Yılları tüketirken kendimizi sorgulayıp sorgulayamadığımızı düşünüyorum. Gözümüzü dünyaya açtığımızdan günümüze dek neler gördük? Elbette her gün yeni gelişmeler olmuştur yaşantımızda. Onların bazıları bizim için çok yararlı olmuş, bazıları ise unutulmaz şekilde beynimize yerleşmiştir.

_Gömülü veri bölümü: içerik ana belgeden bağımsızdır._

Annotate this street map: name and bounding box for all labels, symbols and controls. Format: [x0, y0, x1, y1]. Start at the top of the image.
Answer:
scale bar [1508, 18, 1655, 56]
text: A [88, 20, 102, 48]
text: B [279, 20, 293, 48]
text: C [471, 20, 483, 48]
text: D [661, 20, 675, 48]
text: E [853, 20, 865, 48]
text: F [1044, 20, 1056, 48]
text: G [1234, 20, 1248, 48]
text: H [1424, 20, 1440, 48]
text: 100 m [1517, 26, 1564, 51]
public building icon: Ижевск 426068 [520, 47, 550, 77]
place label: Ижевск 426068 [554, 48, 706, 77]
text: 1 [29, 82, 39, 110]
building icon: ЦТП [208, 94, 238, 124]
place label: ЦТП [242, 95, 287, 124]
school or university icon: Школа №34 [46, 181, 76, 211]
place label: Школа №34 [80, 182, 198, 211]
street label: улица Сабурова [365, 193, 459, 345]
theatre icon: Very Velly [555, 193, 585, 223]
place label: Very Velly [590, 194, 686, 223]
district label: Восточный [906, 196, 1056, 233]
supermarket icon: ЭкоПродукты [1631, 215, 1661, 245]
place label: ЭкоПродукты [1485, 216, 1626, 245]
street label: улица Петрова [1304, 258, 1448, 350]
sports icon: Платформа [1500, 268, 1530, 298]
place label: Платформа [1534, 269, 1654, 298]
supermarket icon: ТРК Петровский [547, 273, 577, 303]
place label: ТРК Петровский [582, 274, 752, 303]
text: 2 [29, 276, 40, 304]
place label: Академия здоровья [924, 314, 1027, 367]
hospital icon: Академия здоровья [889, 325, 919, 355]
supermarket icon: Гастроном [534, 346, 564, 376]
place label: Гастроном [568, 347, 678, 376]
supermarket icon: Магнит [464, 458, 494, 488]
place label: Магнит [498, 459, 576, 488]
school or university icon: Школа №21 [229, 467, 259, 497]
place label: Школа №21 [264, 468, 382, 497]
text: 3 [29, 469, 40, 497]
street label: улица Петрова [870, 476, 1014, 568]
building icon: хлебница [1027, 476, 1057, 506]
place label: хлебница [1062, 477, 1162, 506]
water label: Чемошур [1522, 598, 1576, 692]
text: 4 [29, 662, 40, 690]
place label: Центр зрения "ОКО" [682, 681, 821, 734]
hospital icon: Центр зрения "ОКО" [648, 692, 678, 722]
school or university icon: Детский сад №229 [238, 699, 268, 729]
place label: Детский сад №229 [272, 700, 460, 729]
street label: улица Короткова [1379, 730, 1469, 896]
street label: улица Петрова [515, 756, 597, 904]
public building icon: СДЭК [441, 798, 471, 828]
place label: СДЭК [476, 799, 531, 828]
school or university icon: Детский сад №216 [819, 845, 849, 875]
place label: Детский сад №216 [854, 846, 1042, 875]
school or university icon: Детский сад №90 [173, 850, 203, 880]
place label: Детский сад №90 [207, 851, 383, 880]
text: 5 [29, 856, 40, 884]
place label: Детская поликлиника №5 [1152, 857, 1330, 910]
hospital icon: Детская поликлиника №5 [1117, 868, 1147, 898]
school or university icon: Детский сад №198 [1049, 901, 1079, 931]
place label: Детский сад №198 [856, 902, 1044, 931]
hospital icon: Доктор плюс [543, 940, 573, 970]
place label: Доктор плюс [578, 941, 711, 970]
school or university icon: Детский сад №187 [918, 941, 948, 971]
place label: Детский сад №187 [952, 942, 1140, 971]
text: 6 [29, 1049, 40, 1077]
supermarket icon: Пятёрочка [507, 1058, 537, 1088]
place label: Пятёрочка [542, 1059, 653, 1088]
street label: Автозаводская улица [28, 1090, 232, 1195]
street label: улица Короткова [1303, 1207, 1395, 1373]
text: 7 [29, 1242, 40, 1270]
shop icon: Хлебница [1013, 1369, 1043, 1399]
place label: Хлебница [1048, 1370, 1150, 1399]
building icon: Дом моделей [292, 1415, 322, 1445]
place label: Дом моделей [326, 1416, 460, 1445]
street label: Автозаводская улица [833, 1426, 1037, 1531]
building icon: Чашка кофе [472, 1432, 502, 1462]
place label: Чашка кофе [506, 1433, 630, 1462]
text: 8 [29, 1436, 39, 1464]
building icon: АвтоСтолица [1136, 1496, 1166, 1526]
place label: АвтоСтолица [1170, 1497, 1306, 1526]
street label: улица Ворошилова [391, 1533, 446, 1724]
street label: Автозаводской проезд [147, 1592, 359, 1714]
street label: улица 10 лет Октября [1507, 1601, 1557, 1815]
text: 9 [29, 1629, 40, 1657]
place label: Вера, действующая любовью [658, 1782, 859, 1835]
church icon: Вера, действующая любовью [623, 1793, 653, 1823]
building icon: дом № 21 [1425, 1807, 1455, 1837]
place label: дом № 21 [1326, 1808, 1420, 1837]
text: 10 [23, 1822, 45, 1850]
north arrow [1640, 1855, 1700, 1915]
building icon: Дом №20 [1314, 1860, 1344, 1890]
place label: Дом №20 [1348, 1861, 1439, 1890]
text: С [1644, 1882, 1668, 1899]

İnsanoğlu, dünyamızın o güzel oksijenini teneffüs etmeye başladığından itibaren her geçen gün gelişerek olgulara ayak uydurmak ister. Ama bazen umduğunu bulamadığı için ister istemez acılar çeker. Bebekliğimizi bir düşünelim. Acıktığımızı yada üşüdüğümüzü yakınımızdakilere nasıl bildirmişizdir. Konuşma becerisine henüz ulaşamadığımız günler tek umudumuz ağlamak olmuştur. Etrafımızdakiler olanları çabuk algılamışlarsa sesimiz çabuk kesilmiştir. Eğer algılama işlemi gerçekleşmemiş ise biz kabaca ifade edersek yaygaramızı sürdürmüşüzdür.
Yılların rakamları büyüdükçe bizde büyümüşüzdür elbette. Önce aile bireylerini daha sonra komşularımızı,yaşıtlarımızı, okula başladığımızda yeni arkadaşlarımızı tanıma fırsatı buluruz.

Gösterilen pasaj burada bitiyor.